Antara Infrastruktur dan Pencemaran Lingkungan

 

Antara Infrastruktur dan Pencemaran Lingkungan

            Akhir-akhir ini pembangunan jalan tol sedang marak-maraknya dilakukan di Indonesia.  Pemerintah melakukan pembangunan  akses transportasi di sana-sini dan menganggarkan dana bertriliun-triliun untuk pembangunan jalan tol di seluruh pelosok negeri. Tidak hanya jalan tol saja, jalan-jalan raya antardaerah juga sedang gencar dibangun di setiap daerah. Hal ini menyebabkan masyarakat berbondong-bondong membeli kendaraan baru.  Jumlah kendaraan bermotor di Indonesia pun  meningkat, menyebabkan emisi gas buangan kendaraan bermotor di Indonesia bertambah yang tentu saja berdampak buruk bagi lingkungan sekitar. Dilansir dari laman web Badan Pusat Statistik (BPS), tiap tahunnya, Indonesia selalu mengalami peningkatan jumlah kendaraan bermotor. Contohnya dapat dilihat dari jumlah mobil penumpang yang ada di Indonesia. Pada tahun 2016, tercatat ada 14.580.666 mobil penumpang. Tahun 2017, sebanyak 15.423.968, dan pada tahun 2018 terdapat 16.440.987 mobil penumpang. Hal ini menunjukkan rata-rata peningkatan mobil penumpang di Indonesia kurang lebih 1 juta unit per tahunnya. Walaupun statistik data mengenai pengeluaran emisi gas buangan di Indonesia menunjukkan penurunan terutama pada saat masa PSBB sekarang ini, dikhawatirkan hal ini di kemudian hari akan meningkat seiring dengan berjalannya aktivitas masyarakat yang kembali normal.

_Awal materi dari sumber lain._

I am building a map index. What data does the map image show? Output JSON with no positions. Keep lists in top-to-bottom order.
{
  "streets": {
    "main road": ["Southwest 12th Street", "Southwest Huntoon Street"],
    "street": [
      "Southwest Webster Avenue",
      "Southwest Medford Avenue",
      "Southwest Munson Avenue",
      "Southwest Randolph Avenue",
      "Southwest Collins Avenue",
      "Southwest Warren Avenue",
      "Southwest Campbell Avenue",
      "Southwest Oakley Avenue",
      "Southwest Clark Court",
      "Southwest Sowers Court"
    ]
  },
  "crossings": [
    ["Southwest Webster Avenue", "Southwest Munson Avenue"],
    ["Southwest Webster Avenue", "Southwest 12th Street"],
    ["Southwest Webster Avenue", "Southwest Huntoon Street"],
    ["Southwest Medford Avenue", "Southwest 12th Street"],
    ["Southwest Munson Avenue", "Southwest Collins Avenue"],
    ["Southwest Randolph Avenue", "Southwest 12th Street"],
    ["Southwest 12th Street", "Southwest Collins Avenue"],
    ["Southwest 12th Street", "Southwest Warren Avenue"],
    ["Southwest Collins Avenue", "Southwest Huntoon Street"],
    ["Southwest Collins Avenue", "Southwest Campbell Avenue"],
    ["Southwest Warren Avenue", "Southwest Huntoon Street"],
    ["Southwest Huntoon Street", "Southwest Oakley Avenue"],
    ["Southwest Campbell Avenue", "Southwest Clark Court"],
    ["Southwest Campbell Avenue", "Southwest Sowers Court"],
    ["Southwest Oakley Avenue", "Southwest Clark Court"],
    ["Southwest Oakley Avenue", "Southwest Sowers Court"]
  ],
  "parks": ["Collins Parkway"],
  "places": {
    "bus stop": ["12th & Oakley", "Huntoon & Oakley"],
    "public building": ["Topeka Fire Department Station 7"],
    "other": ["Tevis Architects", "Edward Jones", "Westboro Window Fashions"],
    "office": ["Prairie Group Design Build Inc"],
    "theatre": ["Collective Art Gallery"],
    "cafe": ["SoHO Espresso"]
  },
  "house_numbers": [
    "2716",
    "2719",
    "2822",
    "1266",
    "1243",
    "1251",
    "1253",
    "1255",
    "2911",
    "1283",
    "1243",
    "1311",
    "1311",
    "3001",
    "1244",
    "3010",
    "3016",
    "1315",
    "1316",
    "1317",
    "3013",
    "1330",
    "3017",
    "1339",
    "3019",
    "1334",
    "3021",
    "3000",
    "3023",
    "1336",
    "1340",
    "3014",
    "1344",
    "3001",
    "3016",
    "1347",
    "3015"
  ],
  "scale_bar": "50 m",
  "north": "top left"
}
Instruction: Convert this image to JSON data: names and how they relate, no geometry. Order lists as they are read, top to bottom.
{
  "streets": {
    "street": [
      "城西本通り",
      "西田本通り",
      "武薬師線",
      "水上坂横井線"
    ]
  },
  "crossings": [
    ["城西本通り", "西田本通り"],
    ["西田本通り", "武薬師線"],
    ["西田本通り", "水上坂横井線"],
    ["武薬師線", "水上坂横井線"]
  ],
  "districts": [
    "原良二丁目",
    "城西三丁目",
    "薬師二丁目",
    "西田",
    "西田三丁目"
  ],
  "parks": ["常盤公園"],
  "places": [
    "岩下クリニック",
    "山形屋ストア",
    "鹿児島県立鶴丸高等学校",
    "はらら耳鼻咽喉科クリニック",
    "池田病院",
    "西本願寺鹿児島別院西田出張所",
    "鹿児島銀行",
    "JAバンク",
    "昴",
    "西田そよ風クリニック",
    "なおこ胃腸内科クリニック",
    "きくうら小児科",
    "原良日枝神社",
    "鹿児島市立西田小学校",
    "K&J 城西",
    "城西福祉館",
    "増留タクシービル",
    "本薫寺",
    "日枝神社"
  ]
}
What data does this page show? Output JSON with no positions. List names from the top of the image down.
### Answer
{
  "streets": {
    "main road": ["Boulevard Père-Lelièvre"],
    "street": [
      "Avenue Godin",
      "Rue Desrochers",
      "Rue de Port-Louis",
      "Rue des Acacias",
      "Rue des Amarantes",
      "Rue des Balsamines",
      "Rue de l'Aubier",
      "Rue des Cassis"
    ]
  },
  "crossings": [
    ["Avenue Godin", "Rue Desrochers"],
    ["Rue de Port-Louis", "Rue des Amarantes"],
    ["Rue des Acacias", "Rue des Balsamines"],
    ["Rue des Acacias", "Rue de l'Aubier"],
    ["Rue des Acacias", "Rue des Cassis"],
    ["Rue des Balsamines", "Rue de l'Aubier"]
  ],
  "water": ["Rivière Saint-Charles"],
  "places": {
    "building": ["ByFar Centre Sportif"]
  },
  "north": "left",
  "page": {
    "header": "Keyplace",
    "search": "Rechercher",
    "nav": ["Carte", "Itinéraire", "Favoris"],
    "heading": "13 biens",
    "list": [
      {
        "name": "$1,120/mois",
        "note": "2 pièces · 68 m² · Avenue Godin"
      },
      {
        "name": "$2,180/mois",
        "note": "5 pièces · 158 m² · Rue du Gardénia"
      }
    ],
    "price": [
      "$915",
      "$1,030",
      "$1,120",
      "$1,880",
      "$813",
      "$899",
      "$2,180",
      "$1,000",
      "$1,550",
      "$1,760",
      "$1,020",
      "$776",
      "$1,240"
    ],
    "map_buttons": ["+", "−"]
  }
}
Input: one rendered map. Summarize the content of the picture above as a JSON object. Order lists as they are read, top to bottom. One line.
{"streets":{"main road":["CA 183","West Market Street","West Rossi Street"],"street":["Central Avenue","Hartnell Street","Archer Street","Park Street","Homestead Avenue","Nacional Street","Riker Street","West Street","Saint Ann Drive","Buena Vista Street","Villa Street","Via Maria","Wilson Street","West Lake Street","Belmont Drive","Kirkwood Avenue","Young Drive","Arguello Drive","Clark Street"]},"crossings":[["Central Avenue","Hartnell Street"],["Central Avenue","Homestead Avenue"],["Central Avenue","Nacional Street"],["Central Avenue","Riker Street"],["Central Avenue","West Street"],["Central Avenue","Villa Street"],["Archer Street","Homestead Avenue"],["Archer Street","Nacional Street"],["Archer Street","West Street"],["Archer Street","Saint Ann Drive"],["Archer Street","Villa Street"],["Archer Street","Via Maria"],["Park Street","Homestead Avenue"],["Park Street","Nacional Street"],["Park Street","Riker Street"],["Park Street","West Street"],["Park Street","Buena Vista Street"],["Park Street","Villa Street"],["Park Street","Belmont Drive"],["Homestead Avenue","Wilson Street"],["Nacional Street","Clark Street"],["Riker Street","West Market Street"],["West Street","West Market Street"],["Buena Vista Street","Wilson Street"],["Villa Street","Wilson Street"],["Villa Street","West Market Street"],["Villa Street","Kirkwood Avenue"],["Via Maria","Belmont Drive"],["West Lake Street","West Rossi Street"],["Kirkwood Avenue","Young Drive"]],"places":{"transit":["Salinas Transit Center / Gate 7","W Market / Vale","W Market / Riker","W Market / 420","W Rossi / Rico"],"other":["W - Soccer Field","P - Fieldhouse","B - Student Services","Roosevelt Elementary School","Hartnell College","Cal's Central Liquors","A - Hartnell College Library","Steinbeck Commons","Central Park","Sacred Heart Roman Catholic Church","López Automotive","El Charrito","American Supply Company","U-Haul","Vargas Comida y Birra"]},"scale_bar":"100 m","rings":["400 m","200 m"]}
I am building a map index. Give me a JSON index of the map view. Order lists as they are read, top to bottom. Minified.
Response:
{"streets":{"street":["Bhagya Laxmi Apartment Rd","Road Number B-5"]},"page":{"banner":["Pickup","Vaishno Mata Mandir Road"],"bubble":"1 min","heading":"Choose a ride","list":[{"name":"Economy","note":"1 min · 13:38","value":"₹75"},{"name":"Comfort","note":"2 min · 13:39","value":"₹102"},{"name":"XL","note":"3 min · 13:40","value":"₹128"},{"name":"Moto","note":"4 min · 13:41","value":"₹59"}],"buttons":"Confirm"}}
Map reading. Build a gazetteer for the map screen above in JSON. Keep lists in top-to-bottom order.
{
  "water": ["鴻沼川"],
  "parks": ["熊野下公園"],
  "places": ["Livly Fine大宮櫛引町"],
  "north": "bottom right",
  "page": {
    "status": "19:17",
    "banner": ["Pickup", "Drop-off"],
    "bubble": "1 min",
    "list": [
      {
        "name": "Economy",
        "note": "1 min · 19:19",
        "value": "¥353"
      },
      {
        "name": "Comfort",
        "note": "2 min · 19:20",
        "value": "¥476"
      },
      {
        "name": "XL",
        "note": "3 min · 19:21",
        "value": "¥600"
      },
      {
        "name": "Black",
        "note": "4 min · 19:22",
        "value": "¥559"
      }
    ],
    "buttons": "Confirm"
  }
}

            Berbeda halnya dengan negara-negara di Eropa.  Alih-alih membangun jalan tol di sana-sini dan membangun jalan raya yang hanya bisa dilalui kendaraan bermotor, mereka mengalihfungsikan jalan-jalan tol (highway) dan jalan-jalan raya (motorway) menjadi area yang ramah pedestrian. Hal ini juga diimbangi dengan pembangunan transportasi-transportasi umum, seperti bus dan kereta. Masyarakat di sana pun juga ikut mendukung program pemerintah dalam rangka mengurangi pengeluaran emisi gas buangan kendaraan bermotor dengan cara mengurangi penggunaan kendaraan bermotor dan beralih ke transportasi umum serta menggunakan sepeda sebagai kendaraan utamanya.

            Ibukota negara Denmark, Kopenhagen, menjadi salah satu contoh kota di Benua Eropa yang telah menunjukkan keberhasilannya dalam mentransformasikan kotanya menjadi kota yang ramah lingkungan. Dikutip dan diterjemahkan dari artikel “Traffic Evaporation in Urban Areas”,  bahwa pada tahun 1962, jalan utama Kopenhagen, Strøget, dipedestrianisasikan. Hal ini menandai awal transformasi bertahap kota Kopenhagen sampai sekarang ini. Beberapa strategi pemerintah kota Kopenhagen dalam upaya mengurangi jumlah kendaraan bermotor dan meningkatkan akses untuk pesepeda dan pejalan kaki di antaranya adalah membatasi tempat parkir kendaraan bermotor, mengurangi jumlah jalur di beberapa rute utama kota, membangun jalur pesepeda dan pejalan kaki, dan mengembangkan transportasi umum seperti kereta bawah tanah. Walaupun pada awalnya usaha pedestrianisasi ini banyak ditentang dan diragukan, pada akhirnya masyarakat mampu beradaptasi dengan perubahan ini. Kopenhagen menjadi bukti nyata bahwa usaha pedestrianisasi kota dapat dan efektif untuk dilakukan. Hal ini dapat dilihat dari data terbaru yang menunjukkan bahwa 80% mobilitas di kota ini dilakukan dengan berjalan kaki dan 14% dengan sepeda.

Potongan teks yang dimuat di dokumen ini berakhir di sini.